Orfãs de Esperança

Regina Célia Barbosa

Publicação: 27/11/2016 03:00

O que há de comum entre uma briga na escola e um crime de sangue, entre um estupro e um ataque a um banco, entre um conflito étnico e a violência conjugal? Esta é uma das várias interrogações metodológicas apresentadas pela Drª Véronique Durand, em seu livro Órfãs de Esperança. Interrogações metodológicas as quais em meio a sua intuição feminina e convicções feministas permitem que esta antropóloga francesa nos apresente em sua obra o resultado das suas investigações desdobradas em 20 anos sobre as diversas violências praticadas contra a mulher em cinco países - Argélia, Brasil, Bangladesh, Camboja e França.
Em suas pesquisas a Drª Véronique Durand ao constatar em sua peregrinação científica a afirmação feita pelo filósofo Yves Michaud de que a violência está em toda parte e não se encontra em lugar nenhum revela que em toda a parte nos cinco países pesquisados, a presença da violência anunciava uma orfandade que se confirma quando o silêncio da vítima (em razão da cultura do patriarcado), se instala; o poder público se omite e a ética da tolerância à violência é compartilhada pela cultura da impunidade. É nesta perspectiva que a Drª Véronique Durand destaca as violências plurais cujo enfrentamento exige várias abordagens múltiplas em torno do fenômeno cuja análise sugerida refere-se à mulher em situação de violência, como também aos homens autores da violência; ambos marcados pelas ordens da cultura religiosa, política, ideológica entre outros. E, é neste propósito que Véronique Durand lança o convite aos  sociólogos, psicólogos, filósofos, criminologistas, historiadores, antropólogos, médicos, trabalhadores sociais, juristas, policiais, a sociedade civil para analisar a violência e tentar diminuí-la através da sua mais nova contribuição científica, Órfãs de Esperança.
O prefácio escrito por Maria da Penha Maia Fernandes expressa a gratidão da “Mulher da Lei” à Drª Véronique Durand que, ao concluir a obra, revelou: “Penha, este livro é um presente para você pelos 10 anos da Lei e, por você ter sobrevivido e poder lutar.

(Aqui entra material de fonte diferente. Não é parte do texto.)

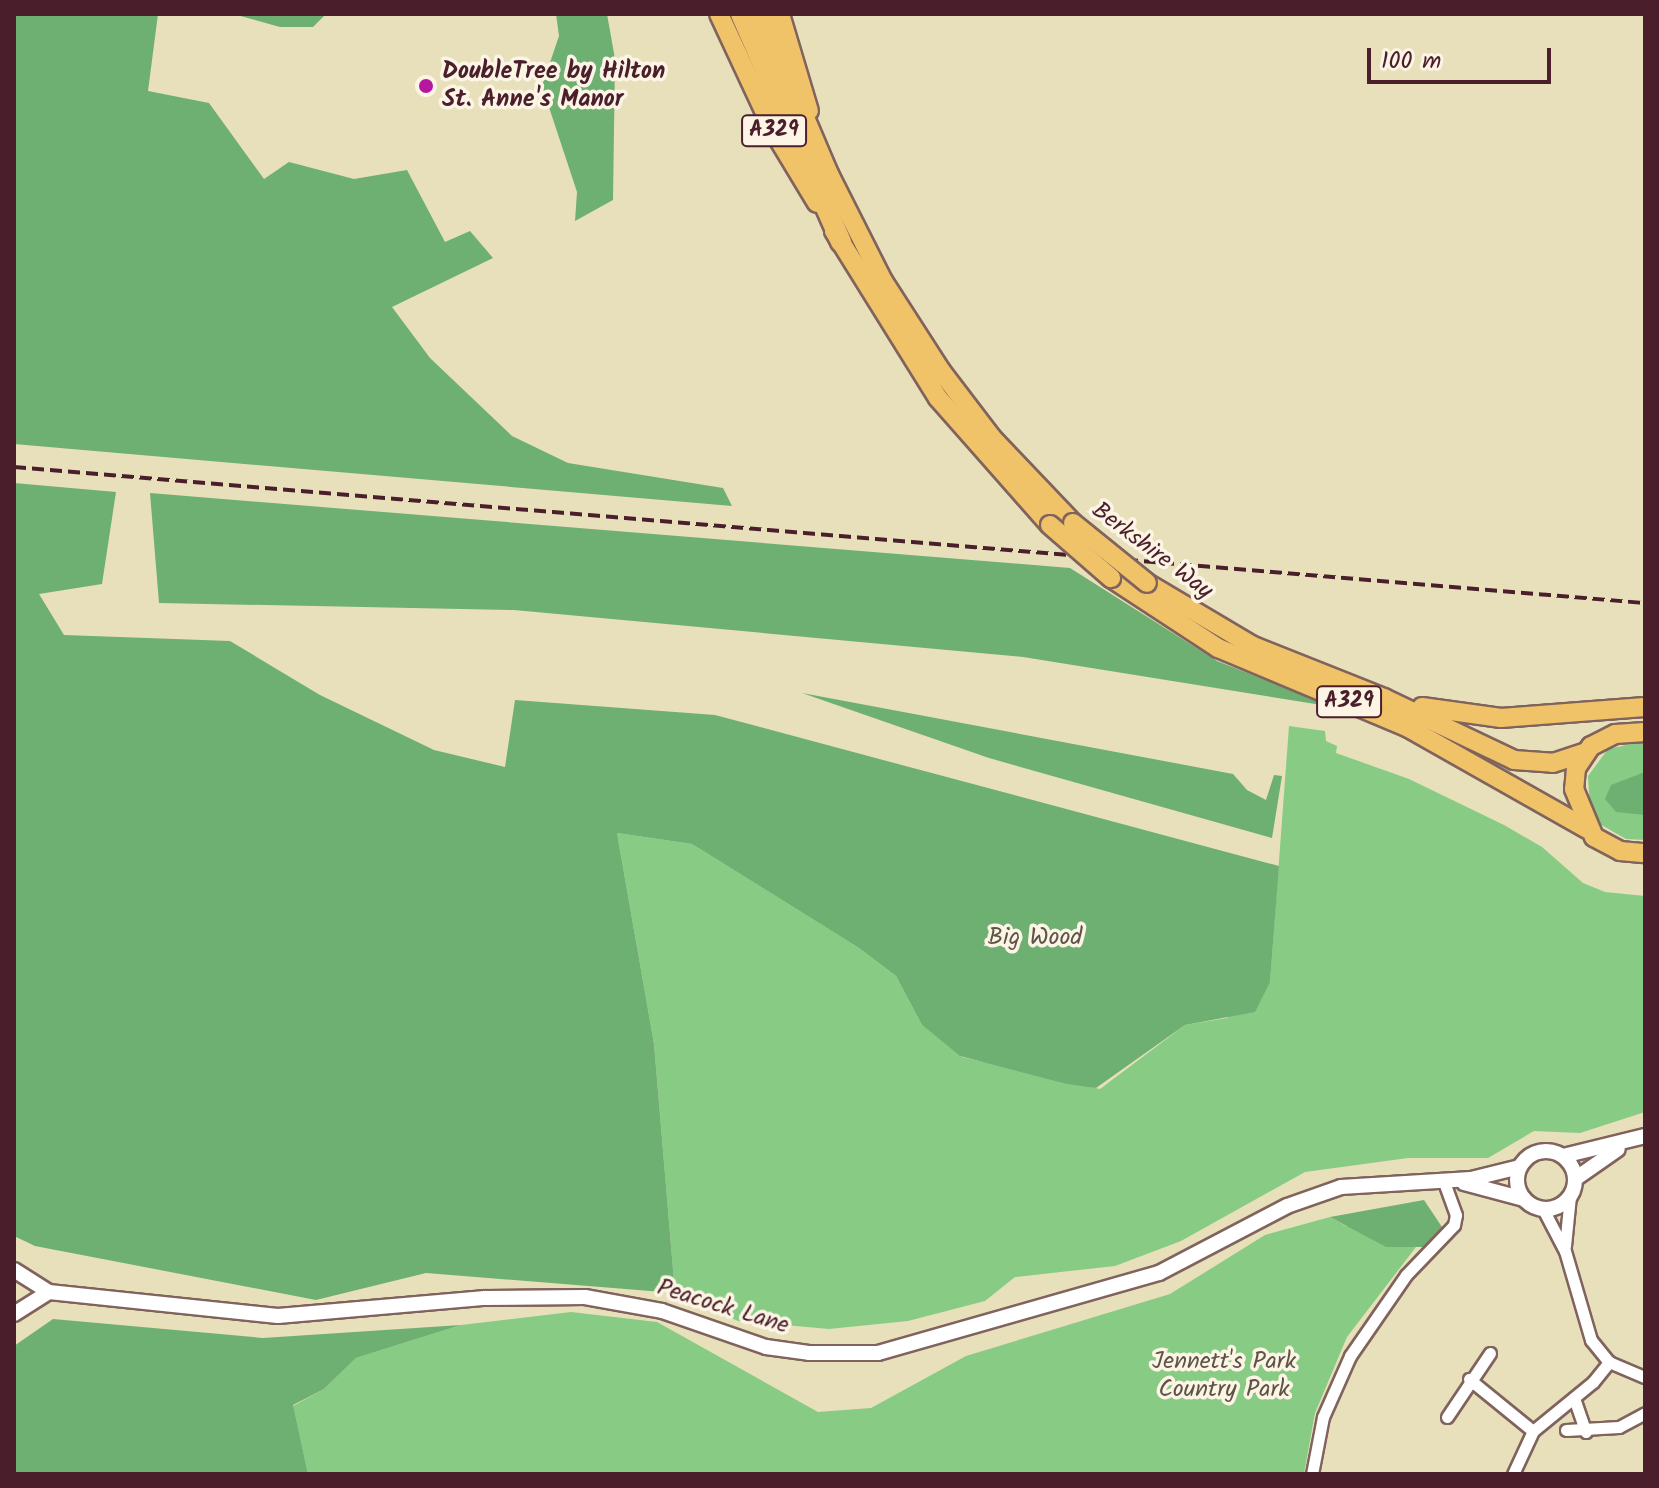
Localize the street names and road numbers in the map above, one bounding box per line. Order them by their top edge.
road number: A329 [740,113,808,149]
street label: Berkshire Way [1086,496,1218,606]
road number: A329 [1315,684,1383,720]
street label: Peacock Lane [654,1273,792,1341]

Você pode contar comigo pois estarei, entre muitas mulheres, lutando continuamente por esta causa com você e com todas as mulheres brasileiras”.

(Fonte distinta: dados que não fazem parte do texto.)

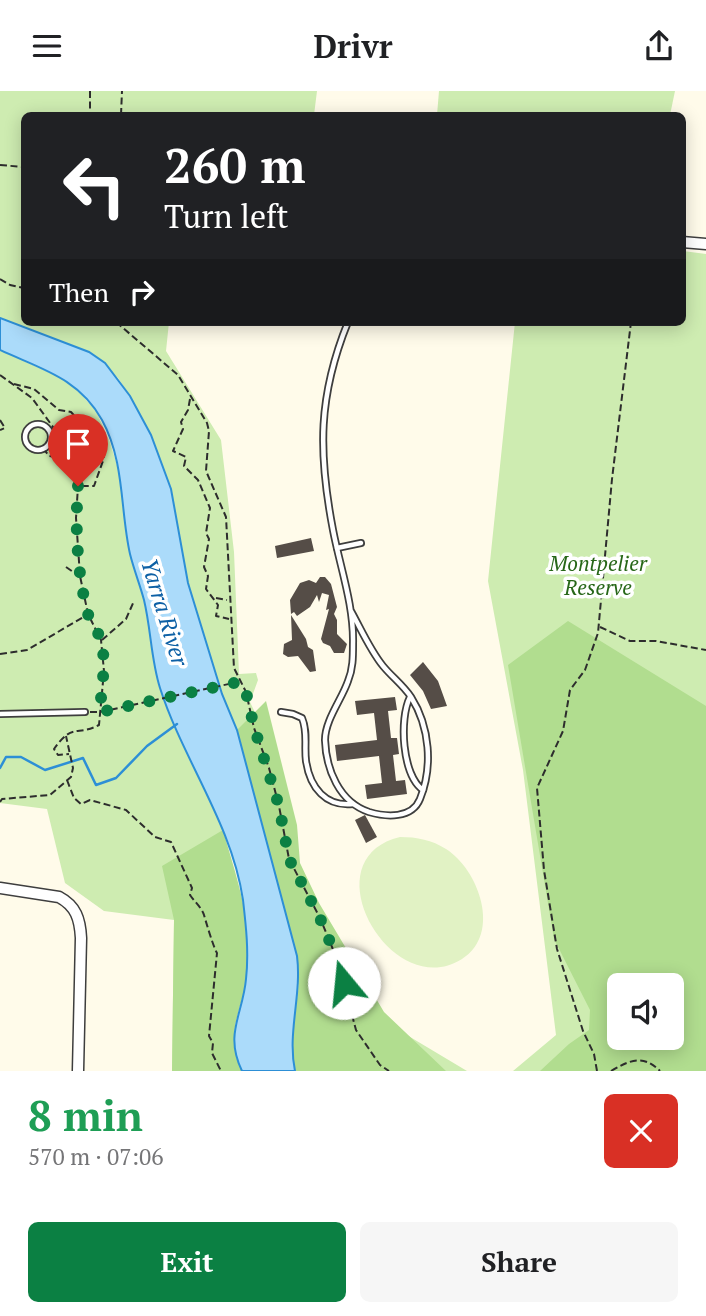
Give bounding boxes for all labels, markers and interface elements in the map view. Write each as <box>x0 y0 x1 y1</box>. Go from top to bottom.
text: Drivr <box>313 25 393 67</box>
icon: menu <box>28 27 66 65</box>
icon: share <box>640 27 678 65</box>
text: 260 m <box>164 132 306 197</box>
icon: left <box>49 140 140 231</box>
text: Turn left <box>164 195 288 237</box>
icon: right <box>123 273 161 311</box>
text: Then <box>49 275 109 309</box>
pin <box>48 414 108 486</box>
icon: arrive <box>59 425 97 463</box>
park label: Montpelier Reserve <box>548 549 648 601</box>
water label: Yarra River <box>134 554 196 671</box>
position arrow <box>307 946 381 1020</box>
map controls <box>607 973 684 1050</box>
button: sound <box>607 973 684 1050</box>
text: 8 min <box>28 1087 143 1143</box>
button: close <box>604 1094 678 1168</box>
text: 570 m · 07:06 <box>28 1141 163 1172</box>
button: Exit <box>28 1222 346 1302</box>
button: Share <box>360 1222 678 1302</box>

Ao concluir a leitura do texto de Véronique, Maria da Penha prefacia: “Sem dúvida, o trabalho dessa antropóloga francesa, que me trouxe o grande desafio de prefaciar o seu livro Órfãs de Esperança é singular não pelo simples fato de afirmar que a violência contra as mulheres é uma violação dos Direitos Humanos; mas por provocar reflexões sobre o que há de específico e o que há de universal na prática da violência não contra a mulher, mas contra as mulheres.
O presente à Maria da Penha está sendo compartilhado para todas e todos nós que não mais aceitamos a “banalidade do mal” que se acomoda na expressão “cultura da violência”. Violência é crime! Um crime, em que Véronique Durand afirma: “(...) se nutre do segredo e do silêncio. Onde as palavras não têm espaço e cujas pancadas, os gritos, os pontapés são um outro meio de comunicação”.
Órfãs de Esperança é um lançamento da Editora Cubzac, Consulado Francês e instituições parceiras. O evento ocorrerá hoje, no Cinema do Museu da Fundaj, em Casa Forte, às 16 horas.